The NDP strategy of enhancing social support for the people of Newfoundland and Labrador continued Friday with Leader Earle McCurdy announcing his party would roll back recent tuition and residence fee hikes at post-secondary institutions if elected on Nov. 30.
"Our province can't afford to put up more barriers for young people at a time when our demographic profile suggests we're an aging population," McCurdy said during a new conference at Memorial University in St. John's.
"We need to lay out the opportunities so young people can put down roots and raise a family right here at home."

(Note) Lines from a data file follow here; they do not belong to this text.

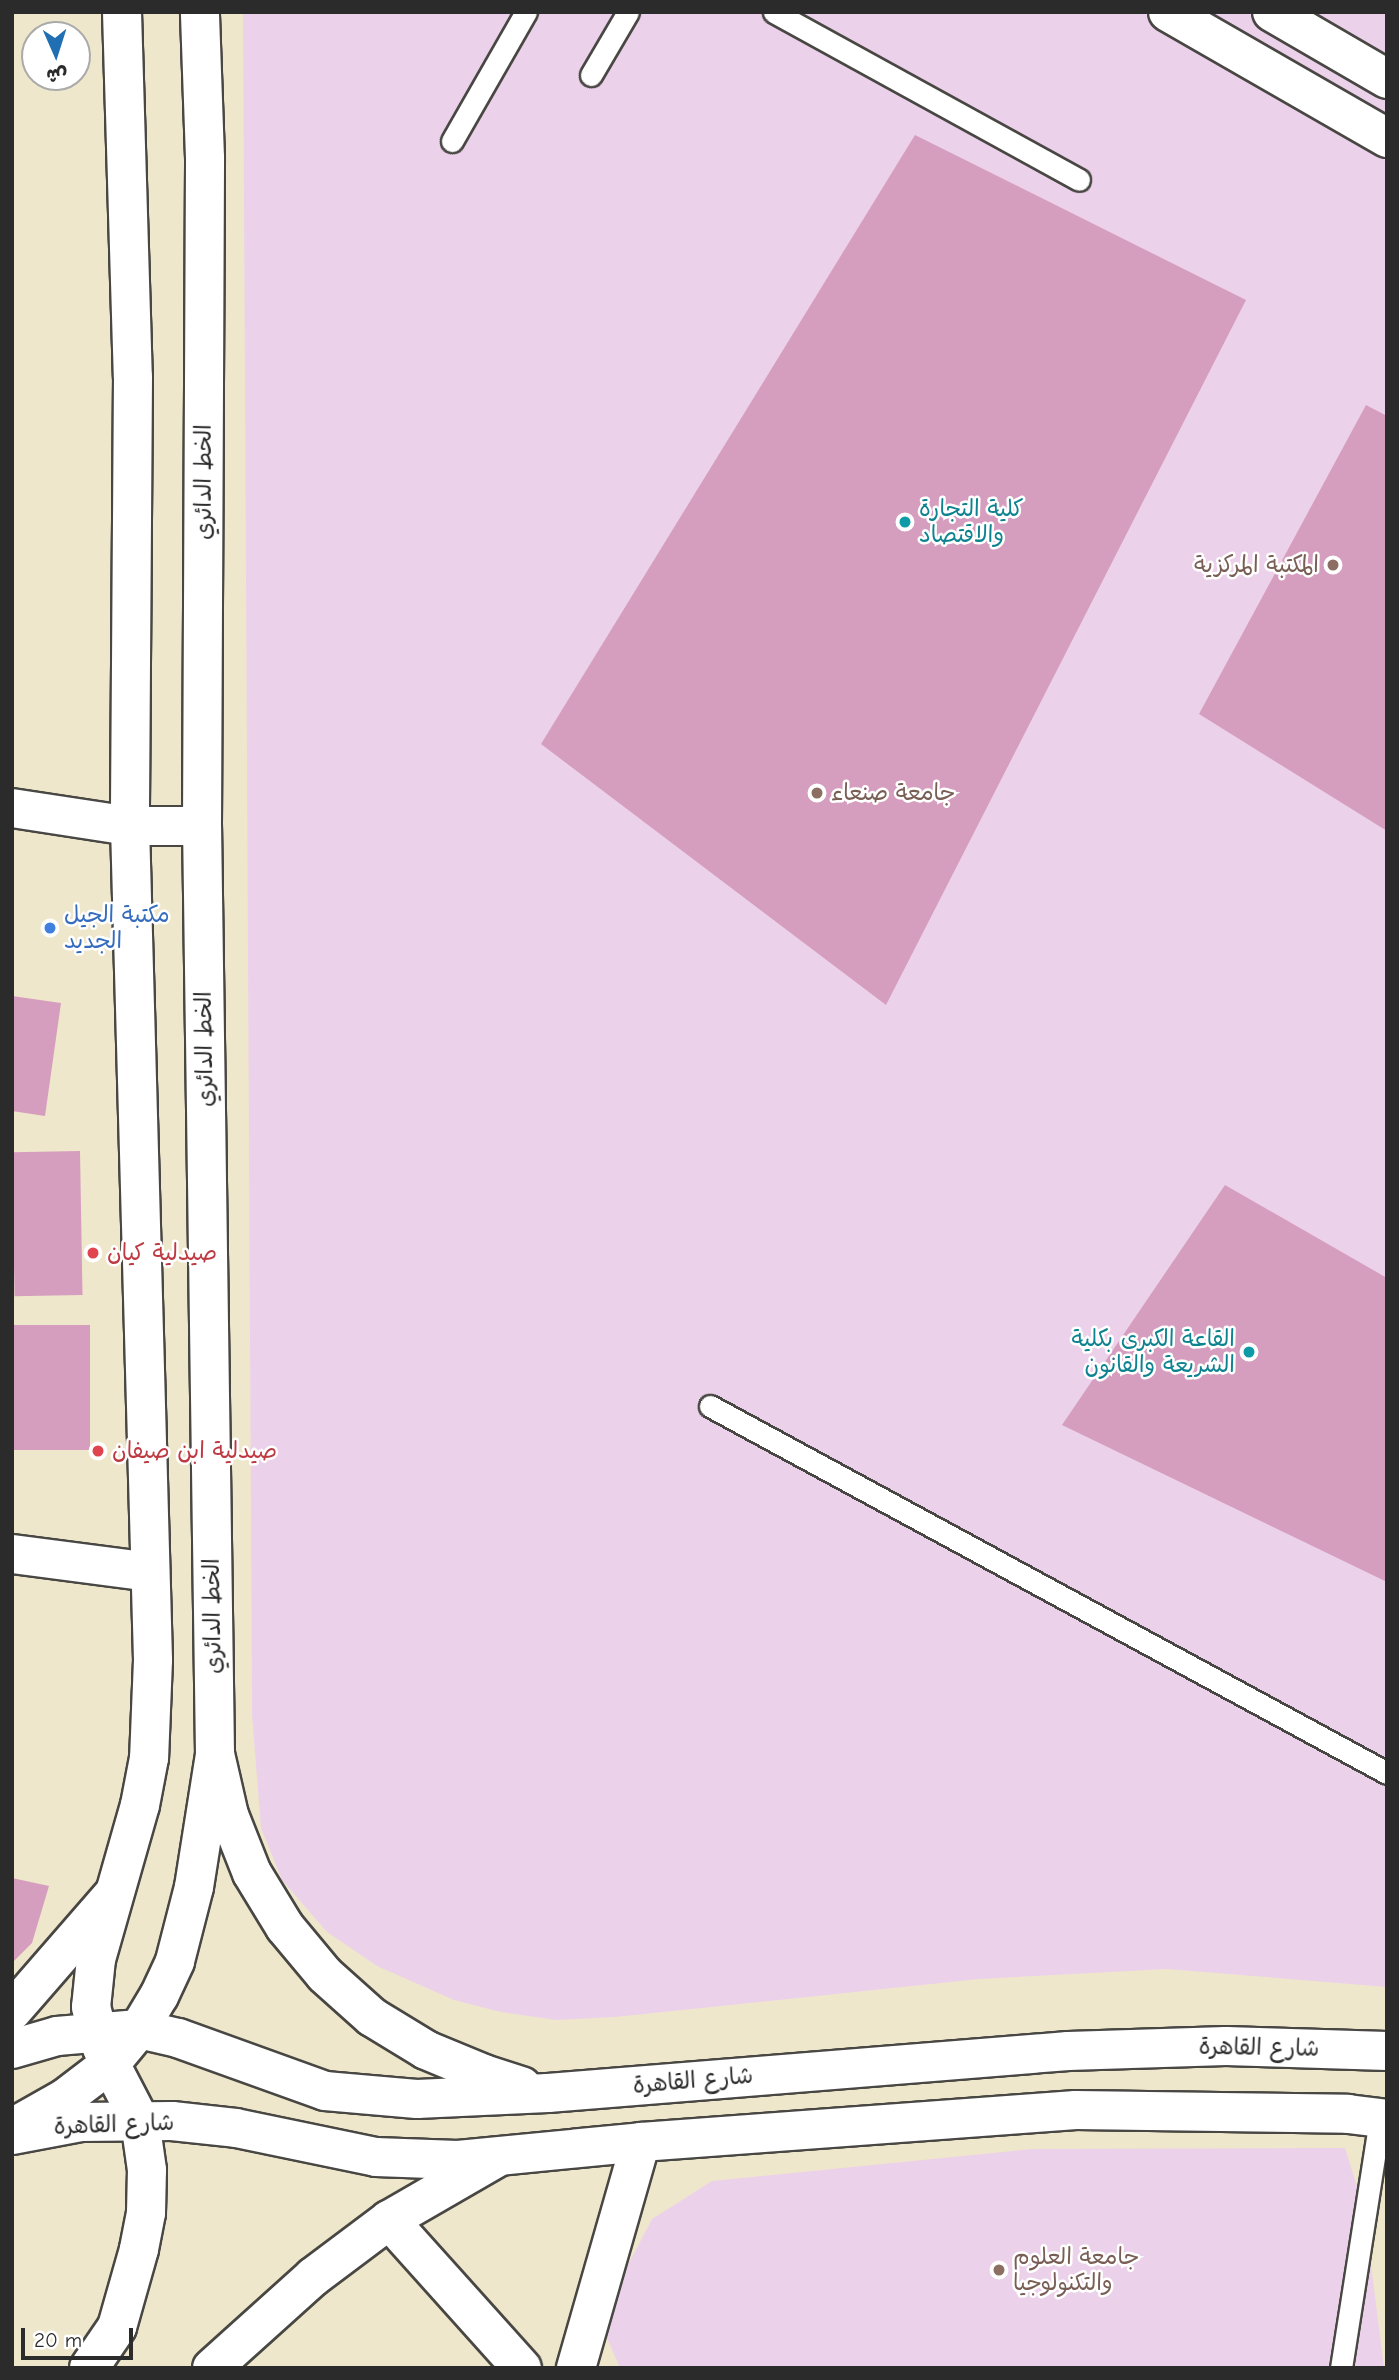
<!DOCTYPE html>
<html>
<head>
<meta charset="utf-8">
<style>
	body { margin:0 }
	#map { position:relative; width:1399px; height:2380px; overflow:hidden; background:#efe7cb; font-family:"Comic Neue","Playpen Sans Arabic",sans-serif }
	div>[style] { position:absolute }
	.built>* { inset:0; background:#ecd1ea }
	.building>* { inset:0; background:#d69ebe; transform-origin:0 0 }
	.roads { filter:drop-shadow(2px 0 #484743) drop-shadow(-2px 0 #484743) drop-shadow(0 2px #484743) drop-shadow(0 -2px #484743) }
	.service>* { height:21px; margin:-10.5px; padding:0 10.5px; transform-origin:10.5px; border-radius:10.5px; background:#fff }
	.minor>* { height:38px; margin:-19px; padding:0 19px; transform-origin:19px; border-radius:19px; background:#fff }
	.tertiary>* { height:38px; margin:-19px; padding:0 19px; transform-origin:19px; border-radius:19px; background:#fff }
	.secondary>* { height:38px; margin:-19px; padding:0 19px; transform-origin:19px; border-radius:19px; background:#fff }
	.primary>* { height:38px; margin:-19px; padding:0 19px; transform-origin:19px; border-radius:19px; background:#fff }
	.dots>* { width:19px; height:19px; translate:-50% -50%; box-sizing:border-box; border:4px solid #fff; border-radius:50% }
	span { translate:-50% -50%; white-space:nowrap; text-align:center; line-height:1.15; -webkit-text-stroke:5px #fff; paint-order:stroke }
	.street-label { font-size:23px; color:#2b2b2b }
	.culture-label { font-size:23px; color:#0d838f }
	.left { translate:0 -50%; text-align:left }
	.right { translate:-100% -50%; text-align:right }
	.education-label { font-size:23px; color:#785e54 }
	.shop-label { font-size:23px; color:#366cbe }
	.health-label { font-size:23px; color:#be3a42 }
	.frame { position:absolute; inset:0; border:14px solid #2b2b2b; pointer-events:none }
	.north { position:absolute; left:21px; top:21px; width:70px; height:70px; box-sizing:border-box; background:#fff; border:2px solid #aaa; border-radius:50%; rotate:177deg; font-size:19px; font-weight:700; line-height:28px; text-align:center; color:#2b2b2b }
	.north::after { content:''; display:block; margin:auto; width:24px; height:32px; background:#1f6fb2; clip-path:polygon(50% 0,100% 100%,50% 72%,0 100%) }
	.scale { position:absolute; left:21px; top:2328px; width:112px; height:32px; box-sizing:border-box; border:4px solid #2b2b2b; border-top:0; padding-left:9px; font-size:21px; line-height:24px; white-space:nowrap; color:#2b2b2b; -webkit-text-stroke:5px #fff; paint-order:stroke }
</style>
</head>
<body>
<div id="map">
	<div class="built">
		<div style="clip-path:polygon(243px 12px,1387px 12px,1387px 1987px,1167px 1969px,979px 1979px,615px 2017px,556px 2020px,501px 2012px,454px 2000px,377px 1966px,327px 1932px,282px 1880px,261px 1828px,252px 1715px)"></div>
		<div style="clip-path:polygon(1345px 2148px,1364px 2209px,1384px 2368px,620px 2368px,599px 2320px,652px 2219px,712px 2181px,1032px 2149px)"></div>
	</div>
	<div class="building">
		<div style="clip-path:polygon(915px 135px,1246px 300px,886px 1005px,541px 744px)"></div>
		<div style="clip-path:polygon(1366px 405px,1387px 416px,1387px 831px,1199px 714px)"></div>
		<div style="clip-path:polygon(12px 996px,61px 1003px,45px 1116px,12px 1111px)"></div>
		<div style="left:80px;top:1151px;width:144px;height:68px;rotate:89deg"></div>
		<div style="clip-path:polygon(1225px 1185px,1387px 1278px,1387px 1582px,1062px 1425px)"></div>
		<div style="left:12px;top:1325px;width:78px;height:125px"></div>
		<div style="clip-path:polygon(12px 1878px,49px 1886px,32px 1943px,12px 1963px)"></div>
	</div>
	<div class="roads">
		<div class="service">
			<div style="left:774px;top:12px;width:348px;rotate:28.8deg"></div>
			<div style="left:591px;top:75px;width:73px;rotate:-59.6deg"></div>
			<div style="left:452px;top:141px;width:149px;rotate:-60.2deg"></div>
			<div style="left:710px;top:1406px;width:770px;rotate:28.46deg"></div>
			<div style="left:1341px;top:2368px;width:252px;rotate:-81.1deg"></div>
		</div>
		<div class="minor">
			<div style="left:12px;top:808px;width:119px;rotate:8.7deg"></div>
			<div style="left:12px;top:1554px;width:139px;rotate:7.4deg"></div>
			<div style="left:389px;top:2220px;width:199px;rotate:48.1deg"></div>
			<div style="left:576px;top:2368px;width:235px;rotate:-74deg"></div>
		</div>
		<div class="tertiary">
			<div style="left:1168px;top:12px;width:253px;rotate:29.9deg"></div>
			<div style="left:1272px;top:12px;width:133px;rotate:30.2deg"></div>
			<div style="left:89px;top:2368px;width:50px;rotate:-55.7deg"></div>
			<div style="left:117px;top:2327px;width:81px;rotate:-74.2deg"></div>
			<div style="left:139px;top:2249px;width:37px;rotate:-79deg"></div>
			<div style="left:146px;top:2213px;width:43px;rotate:-88.7deg"></div>
			<div style="left:147px;top:2170px;width:49px;rotate:-98.1deg"></div>
			<div style="left:212px;top:2368px;width:136px;rotate:-42deg"></div>
			<div style="left:313px;top:2277px;width:95px;rotate:-36.9deg"></div>
			<div style="left:389px;top:2220px;width:126px;rotate:-30deg"></div>
		</div>
		<div class="secondary">
			<div style="left:122px;top:12px;width:365px;rotate:88.3deg"></div>
			<div style="left:133px;top:377px;width:449px;rotate:90.4deg"></div>
			<div style="left:130px;top:826px;width:834px;rotate:88.42deg"></div>
			<div style="left:153px;top:1660px;width:98px;rotate:92.3deg"></div>
			<div style="left:149px;top:1758px;width:48px;rotate:100.8deg"></div>
			<div style="left:140px;top:1805px;width:160px;rotate:105.9deg"></div>
			<div style="left:96px;top:1959px;width:48px;rotate:95.9deg"></div>
			<div style="left:91px;top:2007px;width:42px;rotate:75deg"></div>
			<div style="left:102px;top:2048px;width:82px;rotate:62.5deg"></div>
			<div style="left:130px;top:826px;width:72px"></div>
			<div style="left:12px;top:2128px;width:61px;rotate:-29.5deg"></div>
			<div style="left:65px;top:2098px;width:58px;rotate:-37.3deg"></div>
			<div style="left:111px;top:2063px;width:44px;rotate:-50.5deg"></div>
			<div style="left:139px;top:2029px;width:39px;rotate:-59deg"></div>
			<div style="left:159px;top:1996px;width:38px;rotate:-65deg"></div>
			<div style="left:175px;top:1961px;width:76px;rotate:-75.6deg"></div>
			<div style="left:194px;top:1887px;width:135px;rotate:-81deg"></div>
			<div style="left:215px;top:1754px;width:928px;rotate:-90.8deg"></div>
			<div style="left:202px;top:826px;width:668px;rotate:-89.74deg"></div>
			<div style="left:205px;top:158px;width:146px;rotate:-92deg"></div>
		</div>
		<div class="primary">
			<div style="left:215px;top:1754px;width:63px;rotate:77.1deg"></div>
			<div style="left:229px;top:1815px;width:62px;rotate:68.4deg"></div>
			<div style="left:252px;top:1873px;width:63px;rotate:58.6deg"></div>
			<div style="left:285px;top:1927px;width:62px;rotate:50.2deg"></div>
			<div style="left:325px;top:1975px;width:63px;rotate:41.8deg"></div>
			<div style="left:372px;top:2017px;width:63px;rotate:31.4deg"></div>
			<div style="left:426px;top:2050px;width:63px;rotate:22.5deg"></div>
			<div style="left:484px;top:2074px;width:40px;rotate:18deg"></div>
			<div style="left:12px;top:2011px;width:154px;rotate:-49deg"></div>
			<div style="left:12px;top:2049px;width:47px;rotate:-16.1deg"></div>
			<div style="left:57px;top:2036px;width:82px;rotate:-4.9deg"></div>
			<div style="left:139px;top:2029px;width:40px;rotate:13deg"></div>
			<div style="left:178px;top:2038px;width:156px;rotate:19.8deg"></div>
			<div style="left:325px;top:2091px;width:92px;rotate:5deg"></div>
			<div style="left:417px;top:2099px;width:131px;rotate:-2.6deg"></div>
			<div style="left:548px;top:2093px;width:522px;rotate:-4.62deg"></div>
			<div style="left:1068px;top:2051px;width:158px;rotate:-1.8deg"></div>
			<div style="left:1226px;top:2046px;width:161px;rotate:1.8deg"></div>
			<div style="left:12px;top:2135px;width:70px;rotate:-10.7deg"></div>
			<div style="left:81px;top:2122px;width:91px;rotate:-0.6deg"></div>
			<div style="left:172px;top:2121px;width:64px;rotate:6.2deg"></div>
			<div style="left:236px;top:2128px;width:143px;rotate:11.7deg"></div>
			<div style="left:376px;top:2157px;width:82px;rotate:2.1deg"></div>
			<div style="left:458px;top:2160px;width:184px;rotate:-5.6deg"></div>
			<div style="left:641px;top:2142px;width:436px;rotate:-4.2deg"></div>
			<div style="left:1076px;top:2110px;width:272px;rotate:0.8deg"></div>
			<div style="left:1348px;top:2114px;width:39px;rotate:7deg"></div>
		</div>
	</div>
	<div class="dots">
		<div style="left:905px;top:522px;background:#0f9aa8"></div>
		<div style="left:1333px;top:565px;background:#8d6e63"></div>
		<div style="left:817px;top:793px;background:#8d6e63"></div>
		<div style="left:50px;top:928px;background:#3f7fe0"></div>
		<div style="left:93px;top:1253px;background:#e0444e"></div>
		<div style="left:1249px;top:1352px;background:#0f9aa8"></div>
		<div style="left:98px;top:1451px;background:#e0444e"></div>
		<div style="left:999px;top:2270px;background:#8d6e63"></div>
	</div>
	<div class="street-label">
		<span style="left:204px;top:482px;rotate:-90deg">الخط الدائري</span>
		<span style="left:205px;top:1049px;rotate:-91deg">الخط الدائري</span>
		<span style="left:213px;top:1616px;rotate:-91deg">الخط الدائري</span>
		<span style="left:1259px;top:2048px;rotate:1deg">شارع القاهرة</span>
		<span style="left:693px;top:2081px;rotate:-5deg">شارع القاهرة</span>
		<span style="left:114px;top:2125px;rotate:-2deg">شارع القاهرة</span>
	</div>
	<div class="culture-label">
		<span class="left" style="left:919px;top:522px">كلية التجارة<br>والاقتصاد</span>
		<span class="right" style="left:1235px;top:1352px">القاعة الكبرى بكلية<br>الشريعة والقانون</span>
	</div>
	<div class="education-label">
		<span class="right" style="left:1319px;top:565px">المكتبة المركزية</span>
		<span class="left" style="left:831px;top:793px">جامعة صنعاء</span>
		<span class="left" style="left:1013px;top:2270px">جامعة العلوم<br>والتكنولوجيا</span>
	</div>
	<div class="shop-label">
		<span class="left" style="left:64px;top:928px">مكتبة الجيل<br>الجديد</span>
	</div>
	<div class="health-label">
		<span class="left" style="left:107px;top:1253px">صيدلية كيان</span>
		<span class="left" style="left:112px;top:1451px">صيدلية ابن صيفان</span>
	</div>
	<div class="frame"></div>
	<div class="north">ش</div>
	<div class="scale">20 m</div>
</div>
</body>
</html>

McCurdy criticized the governing Progressive Conservatives for cutting $20 million from Memorial University's operating grant this year, and delivering a further blow by refusing to make a $20-million contribution to assist MUN with its pension obligations.
In response, the university raised tuition fees for graduate and international students by $750 and hiked residence fees by an average of $1,000. The increase is due to come into effect in September.
The NDP will eliminate those increases and reinstate the fee freeze that had positioned MUN as one of the cheapest universities in the country.
McCurdy said lower fees had attracted a significant number of Canadian and international students, and he doesn't want MUN to lose its "competitive edge."
"We should be willing to invest a few dollars in order to do so," he said.
He referenced research by the Canadian Federation of Students that suggest more than 70 per cent of foreign students, and more than 40 per cent of out-of-province students, remain in the province after completing their education.
The announcement was welcomed by the Canadian Federation of Students.
"The commitment to keep the freeze is in the best interest of students and their families, and is in the best interest of Newfoundland and Labrador," said Travis Perry, chair of the federation's local branch.
International graduate student at MUN Matthew Rittenhouse praised the NDP for its promise.
He said the low tuition and cost of living played a large role in his decision to study at MUN.
"I don't know if I would have came here if the tuition fees had been as high as they are being proposed to be raised," he said.